I do believe it is possible for VV to trade into Maui, especially if you are flexible and don't have to travel during the high season, when kids are out of school. However, you may not always get the best views. I've met several people at WKORV that have exchanged in evend during the July 4th holiday. However, quite a few have gotten parking lot views or low floor rooms way in the back of the property. I've seen a few disgruntled customers at the front desk berating the staff because their exchange resulted in a less than optimum view. Maui tends to be used by owners there so if the resort is full, exchangers will be down the priority list. There is a reason people pay more to own in Maui vs. VV or other mainland locations.

Buy what you can afford, but do try to get what you want, rather than something cheaper expecting to be able to trade. Any perks of ownership (trading, hotel points, Elite status, priority at home resort, etc.) are nice side benefits, but ultimately the resort you own is the only guarantee of the program.


----------



## duke (Sep 21, 2007)

cindi said:


> In the meantime, has anyone had any luck exchanging Vistana Villages into Maui or any of the other top 3?
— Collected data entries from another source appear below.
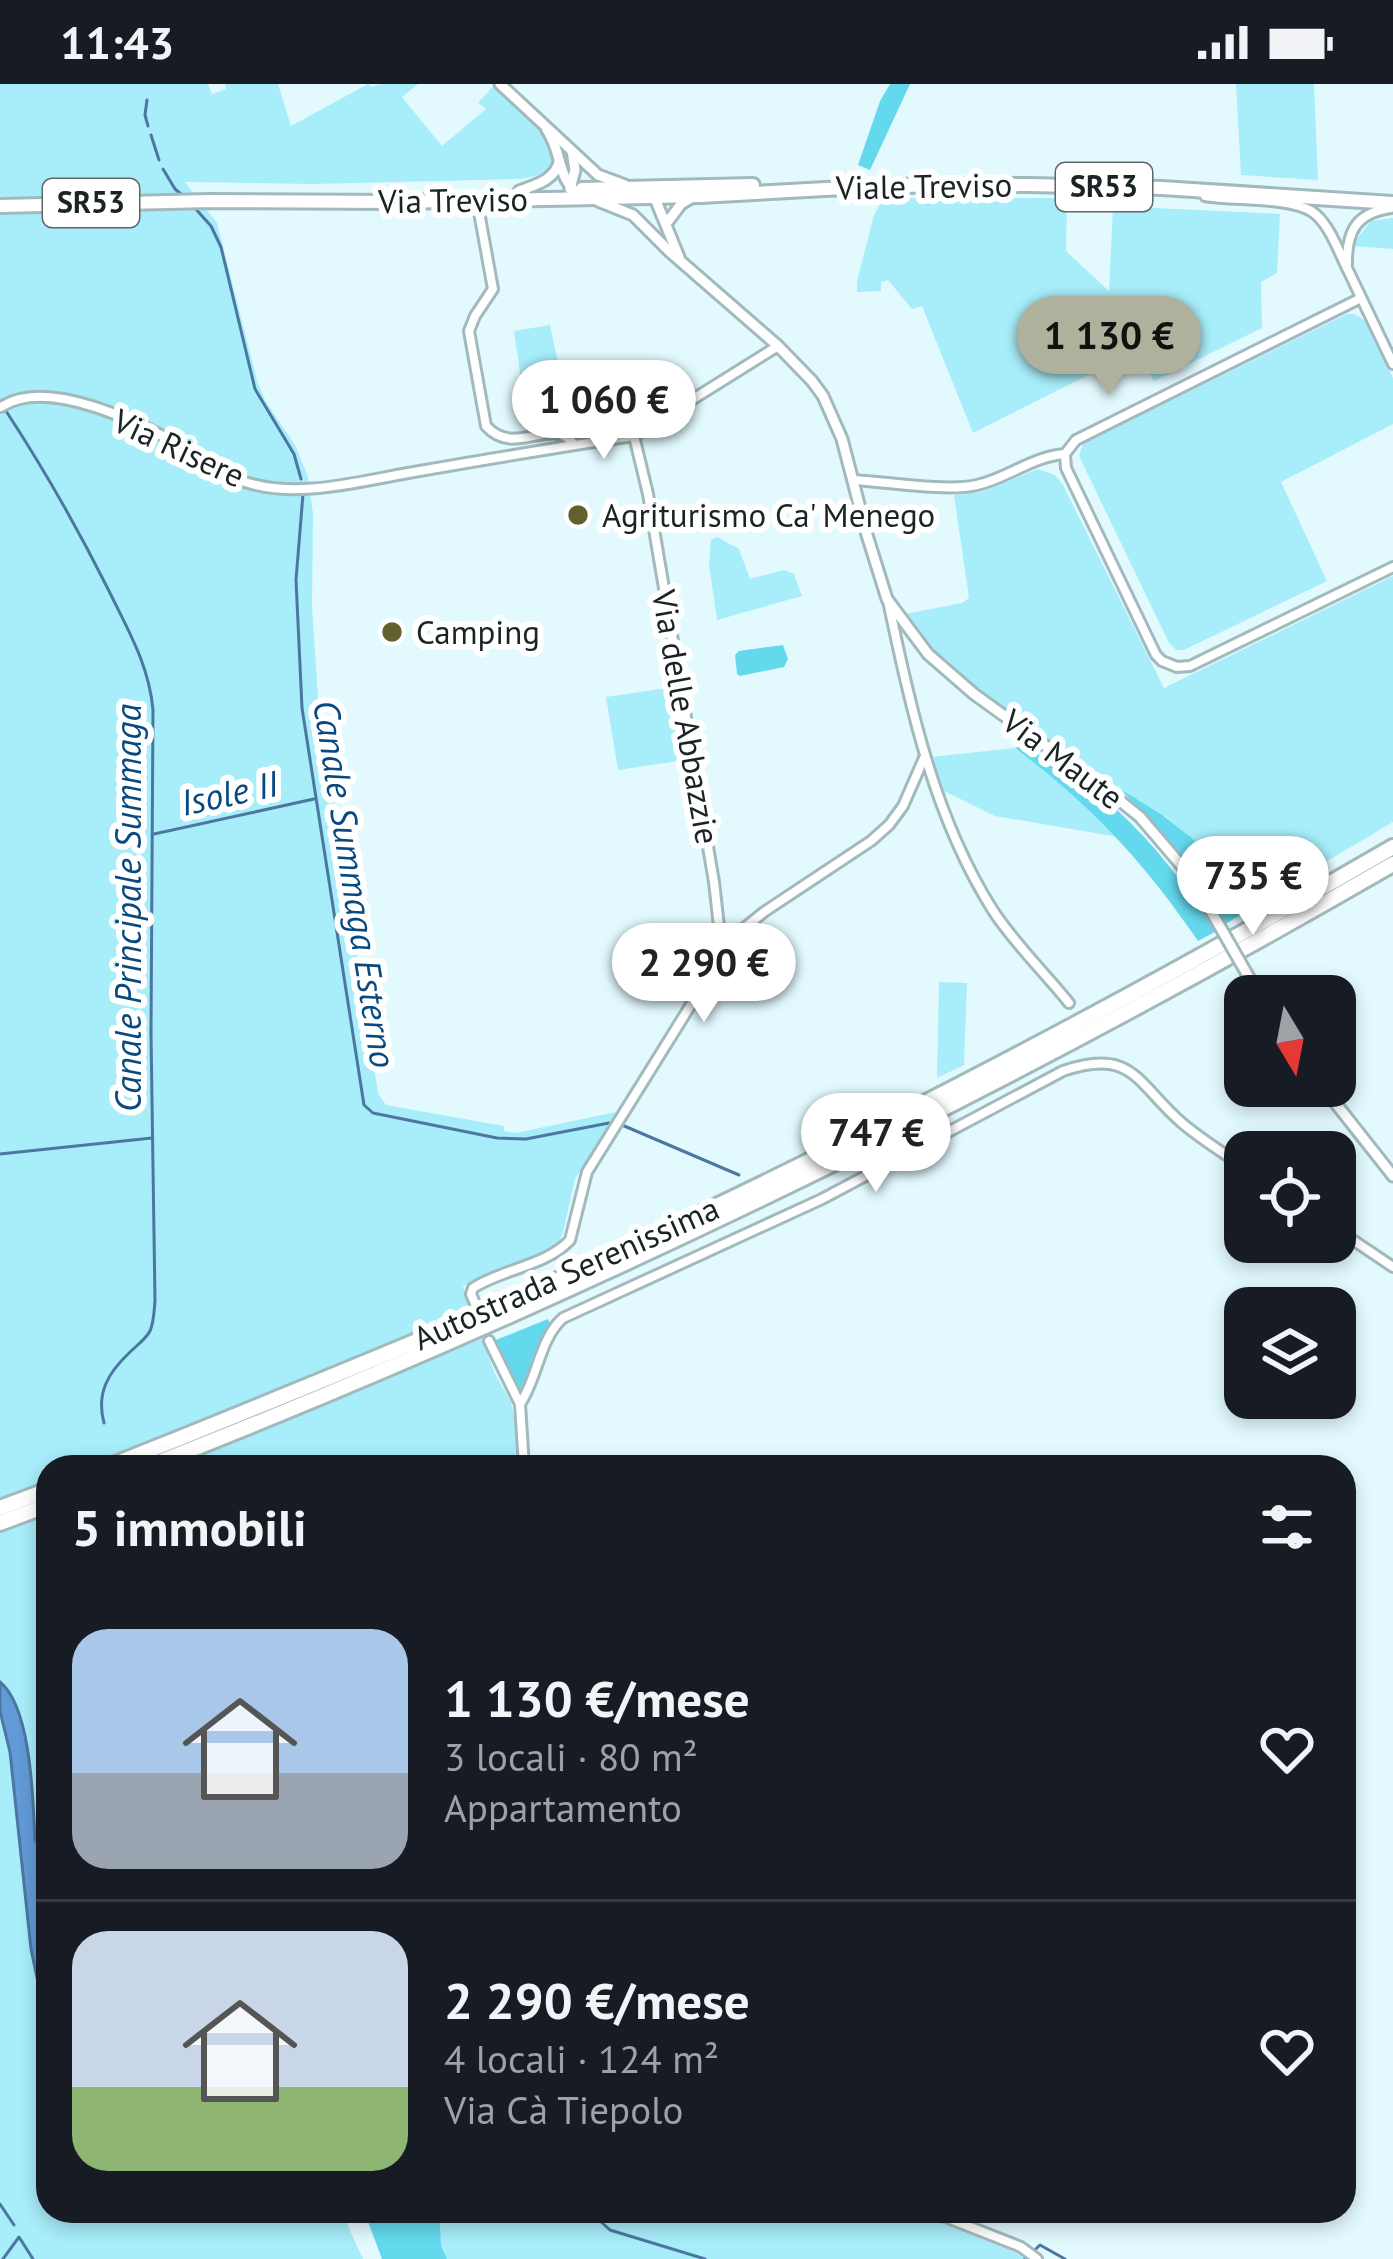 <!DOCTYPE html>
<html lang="it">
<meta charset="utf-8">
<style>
body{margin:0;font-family:"PT Sans",sans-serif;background:#242831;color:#f1f3f6;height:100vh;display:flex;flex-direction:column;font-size:45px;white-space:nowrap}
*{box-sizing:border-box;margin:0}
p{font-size:39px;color:#9ea1a6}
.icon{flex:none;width:66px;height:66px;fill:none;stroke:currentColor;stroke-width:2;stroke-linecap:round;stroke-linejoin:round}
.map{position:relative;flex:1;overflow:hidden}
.drawer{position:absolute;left:36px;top:1371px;width:1320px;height:768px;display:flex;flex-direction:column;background:#171b24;border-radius:36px;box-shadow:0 6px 18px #0003}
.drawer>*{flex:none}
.needle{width:78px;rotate:170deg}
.buttons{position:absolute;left:1224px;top:891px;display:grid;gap:24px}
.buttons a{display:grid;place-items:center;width:132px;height:132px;border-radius:24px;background:#171b24;box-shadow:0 6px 18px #0003;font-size:60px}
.price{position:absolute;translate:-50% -102px;padding:0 27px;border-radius:42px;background:#fff;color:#222;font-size:39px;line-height:78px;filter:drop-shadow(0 3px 6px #0008)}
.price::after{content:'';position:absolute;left:50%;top:72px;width:36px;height:27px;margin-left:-18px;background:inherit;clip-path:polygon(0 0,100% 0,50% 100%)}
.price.selected{background:#b0b19c;color:#111}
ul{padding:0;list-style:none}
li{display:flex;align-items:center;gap:36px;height:300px;padding:0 36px}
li+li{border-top:3px solid #363941}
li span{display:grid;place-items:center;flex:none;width:336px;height:240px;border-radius:36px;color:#555}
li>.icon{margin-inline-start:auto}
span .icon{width:144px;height:144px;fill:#fffc;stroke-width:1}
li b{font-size:51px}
h2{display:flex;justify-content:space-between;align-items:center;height:144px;padding:0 36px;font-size:51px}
.status{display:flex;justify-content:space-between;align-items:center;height:84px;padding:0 60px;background:#171b24;direction:ltr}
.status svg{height:33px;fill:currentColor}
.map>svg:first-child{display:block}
</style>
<div class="status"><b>11:43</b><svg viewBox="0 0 49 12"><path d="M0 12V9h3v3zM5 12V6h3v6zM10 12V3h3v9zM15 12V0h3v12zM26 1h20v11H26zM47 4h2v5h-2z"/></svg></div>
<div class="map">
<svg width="1393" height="2175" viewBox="0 0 1393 2175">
<rect width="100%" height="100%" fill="#e2fafe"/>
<g fill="#a8edfa">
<path d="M0,0H208L212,10L226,5L225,0H278L291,42L368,0L372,3L379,0H418L402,13L442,62L486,25L478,19L494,1L550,55L556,73C548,90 537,93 519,95L313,100L185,98L217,139L258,300L266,318L295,361L308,393L313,430L312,523L318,614L378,1009L386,1021L504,1042V1047L516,1049L616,1028L575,1095L563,1149L556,1163L463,1202L495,1290L511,1318L517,1347L519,1383H48V1806L24,1792L37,1903L48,1946V2127H341L363,2175H0V1627L10,1668L15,1724L27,1699L0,1602Z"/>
<polygon points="1236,0 1314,0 1318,96 1241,91"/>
<polygon points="883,114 1067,114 1066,167 1109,207 1113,122 1280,130 1277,189 1261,198 1262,244 1154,297 1138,266 973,349 922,222 912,225 888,196 881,198 881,207 857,208 857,197 874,131"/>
<polygon points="1393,134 1393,165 1354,162 1356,156 1371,137"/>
<polygon points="1347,230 1354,230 1364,236 1393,294 1393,340 1281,398 1327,497 1184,566 1176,566 1169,559 1079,372 1083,360"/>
<polygon points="550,241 563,302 523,309 514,247"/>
<polygon points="1038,385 1055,391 1063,401 1164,604 1393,492 1393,738 1297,795 1212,778 1192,754 1166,733 1081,680 968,599 932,565 905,530 962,519 969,514 954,411 982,408"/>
<polygon points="717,453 739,465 750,495 784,486 794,490 802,512 717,536 709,480 711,456"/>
<polygon points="674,603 685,676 618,686 606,613"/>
<polygon points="1015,664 1060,698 1118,753 995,732 942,706 931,673"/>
<polygon points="939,898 967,899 964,981 937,994"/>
<polygon points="382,2127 913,2127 1031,2175 386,2175"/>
</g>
<g fill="#64d9ee">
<polygon points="890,0 910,0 870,86 858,81 880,17"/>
<polygon points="783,561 788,575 784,583 740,592 737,590 735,571 739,567"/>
<path d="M1024,661C1055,681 1088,701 1116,725C1155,761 1188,803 1215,848L1198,857C1144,778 1092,722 1015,664Z"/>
<path d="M1119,704L1161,730L1192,754L1212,778L1297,795L1224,841C1197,785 1163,748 1119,704Z"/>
<polygon points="548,1235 550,1239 527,1302 522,1307 516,1306 494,1262 496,1256"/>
<polygon points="364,2127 439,2127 441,2162 447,2175 382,2175"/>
</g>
<path fill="#619ad6" stroke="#4c77a1" stroke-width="3" d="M0,1598C31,1623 33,1715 35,1755L40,1765L42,1840L48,1865V1946L31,1865L10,1668L0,1627Z"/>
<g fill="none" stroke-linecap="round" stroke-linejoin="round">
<g stroke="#4c77a1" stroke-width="3">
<polyline points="147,16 145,31 148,42"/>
<polyline points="151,51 159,76"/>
<polyline points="163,85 175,105 182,111"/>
<polyline points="193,122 211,142 221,163 255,305 294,370 301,395"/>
<path d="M6,327C44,385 77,443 108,505C128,546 149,581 153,626L151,949L155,1217C154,1227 154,1238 150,1247C146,1255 136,1262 129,1269C108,1289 96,1309 104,1339"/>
<polyline points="303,410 296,496 302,624 364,1021 373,1029 497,1054 526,1055 609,1039"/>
<polyline points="154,750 314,715"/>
<polyline points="622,1041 739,1091"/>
<polyline points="0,1070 152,1054"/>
<polyline points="0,2120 14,2141"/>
<polyline points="589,2127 610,2146 705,2175"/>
<polyline points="3,2175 19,2153 33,2175"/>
<polyline points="1025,2175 1040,2161 1065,2175"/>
</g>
<g stroke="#a2b9bd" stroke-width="14">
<g id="minor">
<path d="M1205,112C1233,117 1287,113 1311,127C1328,137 1338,166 1347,184C1346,150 1354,129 1391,124"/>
<path d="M477,117L493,205L475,232L469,247L486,342C515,374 551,332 573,359"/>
<polyline points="1347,184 1393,280"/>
<path d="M1,323C43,295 124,332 165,353C192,367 216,389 245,398C297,415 356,398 408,389C483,376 558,363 634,352"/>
<polyline points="1065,371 1066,384 1156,571 1162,577 1177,583 1190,582 1393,483"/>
<path d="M854,396C886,398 948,408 977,401C1008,394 1033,372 1065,370L1076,356L1361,214"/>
<path d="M888,517C911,624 933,731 992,825C1013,858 1044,888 1069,919"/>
<polyline points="722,869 714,798 648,410 634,352 778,262"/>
<polyline points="1335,1144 1393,1183"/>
<path d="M476,1222L471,1210L473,1204C502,1185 546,1182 570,1156L587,1088L733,853L764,828L871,757L889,741L903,722L924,674"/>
<polyline points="489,1257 520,1320 524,1383"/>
<path d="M520,1320C538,1294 539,1255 563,1234L822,1115L1063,987C1133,963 1137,1000 1182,1039C1202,1056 1224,1069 1245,1084"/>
<polyline points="930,2127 1021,2163 1037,2175"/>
</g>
</g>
<g stroke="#a2b9bd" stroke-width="15">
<g id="tertiary">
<polyline points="500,0 598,91 625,101"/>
<path d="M547,46C563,69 556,96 582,113"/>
<polyline points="570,105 575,86 572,67"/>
<path d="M519,107C535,101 555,96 559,78"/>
<polyline points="654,112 679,173"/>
<polyline points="598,117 633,131 669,167 778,262 812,297 823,312 842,355 867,451 887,515 928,570 974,610 1108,707 1140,733 1187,788 1215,834"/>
<polyline points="666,140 681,120 691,114"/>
<polyline points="1251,897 1260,912"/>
<polyline points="1322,1002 1393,1092"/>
</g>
</g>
<g stroke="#a2b9bd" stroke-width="18">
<g id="primary">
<polyline points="582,105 753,101"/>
<polyline points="0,122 210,117 399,118 701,112 880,102 1029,101 1162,104 1393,119"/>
</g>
</g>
<g stroke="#a2b9bd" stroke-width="20">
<g id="motorway">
<path d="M108,1383C237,1331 367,1279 495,1224C803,1088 1102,932 1393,763"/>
<path d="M147,1383C578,1214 993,1011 1393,780"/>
<polyline points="0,1424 48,1406"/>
<polyline points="0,1439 48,1421"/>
</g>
</g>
<use href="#minor" stroke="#fff" stroke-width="8"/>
<use href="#tertiary" stroke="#fff" stroke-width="9"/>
<use href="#primary" stroke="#fff" stroke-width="12"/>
<use href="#motorway" stroke="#fff" stroke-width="14"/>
<g stroke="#a2b9bd" stroke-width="15" stroke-linecap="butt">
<polyline id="tertiary-bridge" points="1215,834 1251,897"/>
</g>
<use href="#tertiary-bridge" stroke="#fff" stroke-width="9"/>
</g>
<g fill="#61612e" stroke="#fff" stroke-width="4.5">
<circle cx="578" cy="431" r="12"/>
<circle cx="392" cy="548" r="12"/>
</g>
<g text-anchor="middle" stroke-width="12" stroke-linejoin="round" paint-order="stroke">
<g fill="#fff" stroke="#5f6666" stroke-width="3">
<rect x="1056" y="79" width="96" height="48" rx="9"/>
<rect x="43" y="95" width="96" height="48" rx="9"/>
</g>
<g font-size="30" font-weight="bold" fill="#1b2425">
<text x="1104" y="113">SR53</text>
<text x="91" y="129">SR53</text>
</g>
<g font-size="33" fill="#1b2425" stroke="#fff">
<text transform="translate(924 102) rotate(-1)" y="12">Viale Treviso</text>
<text transform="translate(453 116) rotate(-1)" y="12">Via Treviso</text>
<text transform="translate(179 364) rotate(25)" y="12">Via Risere</text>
<text transform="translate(686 633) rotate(80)" y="12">Via delle Abbazzie</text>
<text transform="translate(1063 675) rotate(37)" y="12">Via Maute</text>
<text transform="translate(566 1189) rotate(-24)" y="12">Autostrada Serenissima</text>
</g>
<g font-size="33" fill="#1b2425" stroke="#fff" text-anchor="start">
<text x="602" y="443">Agriturismo Ca' Menego</text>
<text x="416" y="560">Camping</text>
</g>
<g font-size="36" font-style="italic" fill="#094981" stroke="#fff">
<text transform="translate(229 709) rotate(-12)" y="13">Isole II</text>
<text transform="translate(355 800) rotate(81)" y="13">Canale Summaga Esterno</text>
<text transform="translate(128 824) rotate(-90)" y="13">Canale Principale Summaga</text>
</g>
</g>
</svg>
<div class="buttons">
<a><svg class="needle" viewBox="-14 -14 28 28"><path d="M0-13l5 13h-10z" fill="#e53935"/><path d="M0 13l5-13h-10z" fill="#9ea1a6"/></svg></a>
<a><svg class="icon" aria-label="locate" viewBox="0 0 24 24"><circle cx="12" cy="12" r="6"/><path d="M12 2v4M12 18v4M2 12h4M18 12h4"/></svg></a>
<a><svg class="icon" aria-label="layers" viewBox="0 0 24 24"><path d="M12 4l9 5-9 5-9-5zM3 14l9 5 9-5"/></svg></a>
</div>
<b class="price selected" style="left:1109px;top:314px">1 130 €</b>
<b class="price" style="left:604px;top:378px">1 060 €</b>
<b class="price" style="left:1253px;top:854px">735 €</b>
<b class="price" style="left:704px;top:941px">2 290 €</b>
<b class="price" style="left:876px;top:1111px">747 €</b>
<section class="drawer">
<h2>5 immobili<svg class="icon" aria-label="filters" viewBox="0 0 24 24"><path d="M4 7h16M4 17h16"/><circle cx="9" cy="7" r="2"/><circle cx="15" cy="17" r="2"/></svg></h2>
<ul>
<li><span style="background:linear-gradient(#a9c7e8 60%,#9aa5b1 0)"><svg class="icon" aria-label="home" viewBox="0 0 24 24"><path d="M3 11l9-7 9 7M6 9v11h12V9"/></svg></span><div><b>1 130 €/mese</b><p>3 locali · 80 m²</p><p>Appartamento</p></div><svg class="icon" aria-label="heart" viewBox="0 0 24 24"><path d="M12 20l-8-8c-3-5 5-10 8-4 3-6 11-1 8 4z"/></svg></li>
<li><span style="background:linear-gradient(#c9d6e8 65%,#8fb573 0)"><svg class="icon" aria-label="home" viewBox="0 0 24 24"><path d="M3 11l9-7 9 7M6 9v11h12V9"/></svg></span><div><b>2 290 €/mese</b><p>4 locali · 124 m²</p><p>Via Cà Tiepolo</p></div><svg class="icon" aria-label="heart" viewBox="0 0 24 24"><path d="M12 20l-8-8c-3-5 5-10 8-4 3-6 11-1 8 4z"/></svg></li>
</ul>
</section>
</div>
I just exchanged my VV for Westin Maui (WKORV) for month of May (eight month window).  No problems.  Lots of units available.  Also, WKORV-N was available.

I have never had a problem getting into Westin Maui for months of May or Septemeber.  My favorite time is month of May.  Best weather and no crowds.


----------



## DeniseM (Sep 21, 2007)

Just be sure you buy a VV unit with enough Staroptions to get the size unit that you want at the WKORV, which requires supstantially more Staroptions than VV.  Also be aware that exchanging into the WKORV may put you in a "mountan view" (highway view) unit.


----------



## myip (Sep 21, 2007)

I called Starwood today to check on availability on Harborside.  

They still have 1/20, 2/9/, 2/22 dates available for 1 or 2 bedroom units.


----------



## Transit (Sep 21, 2007)

SVN works but buy where you want to go. In the event you can't get the exchange you want, own a resort you wont mind returning to.---My veiw on a room with a veiw--We had an exceptional veiw during our recent visit to Harborside but it might as well have been a brick wall because we were out and about so much that the veiw would not have impacted our vacation in the least.When I trade to Maui I will hope for a good veiw but if I get the parking lot veiw it wouldn't upset me at all.I plan on being out and about.


----------



## duke (Sep 22, 2007)

DeniseM said:


> Also be aware that exchanging into the WKORV may put you in a "mountan view" (highway view) unit.



I've always received an Ocean View by exchanging into WKORV.


----------



## DeniseM (Sep 22, 2007)

duke said:


> I've always received an Ocean View by exchanging into WKORV.



Yes, but you are Starwood Elite, and it doesn't appear that the OP is...


----------



## cindi (Sep 22, 2007)

Thank you for your thoughts and comments everyone. I do appreciate it. 

I hate making decisions like this! Right now I have the big eyes syndrome but unfortunately attached to a more modest budget. 

Having said that, I really do like VV so wouldn't mind one bit staying there. Problem is, I already have Cypress Harbour (possibly two, depending on Marriott's ROFR) as well as Disney. 

Is there such a thing as too much Disney?


----------



## Steve (Sep 22, 2007)

Hi Cindi,

My personal suggestion would be to sell two or three of your weeks first.  Then purchase the week that you really want.  If you sell two or three of your other weeks that you are less attached to, then you'll have both the time and the money to go to Maui.  

I have taken my own advice.  I'm down to two timeshares...but they are two that I really enjoy going to.  I thought I would miss the others but, to my surprise, it's kind of refreshing to not be locked into so many vacations in advance.  I can now be more spontaneous, I can use ACs instead of letting them go to waste, and I don't have the stress of having more timeshare weeks than I have vacation time from work.  

After going to the Four Seasons on an exchange, I knew I wanted to own there but didn't think I could afford it.  After selling both my Sanibel and Marco Island weeks in Florida and my WorldMark credits, I found that I could easily afford to buy at the Four Seasons.  When I want to go to Florida, I'll rent or exchange. 

Steve


----------



## cindi (Sep 23, 2007)

Steve said:


> Hi Cindi,
> 
> My personal suggestion would be to sell two or three of your weeks first.  Then purchase the week that you really want.  If you sell two or three of your other weeks that you are less attached to, then you'll have both the time and the money to go to Maui.
> 
> ...



Steve, you have always been such a person of reason. You have given me good advice in the past, and have once again. Thank you.

I don't understand quite why I want all these weeks. I can't use them all as it is. But somehow it has become sort of a collection *some might call it an obsession. Like when you start collecting trading cards and always have to have the new ones.  

The problem is, I like all of them. Just for different reasons.


----------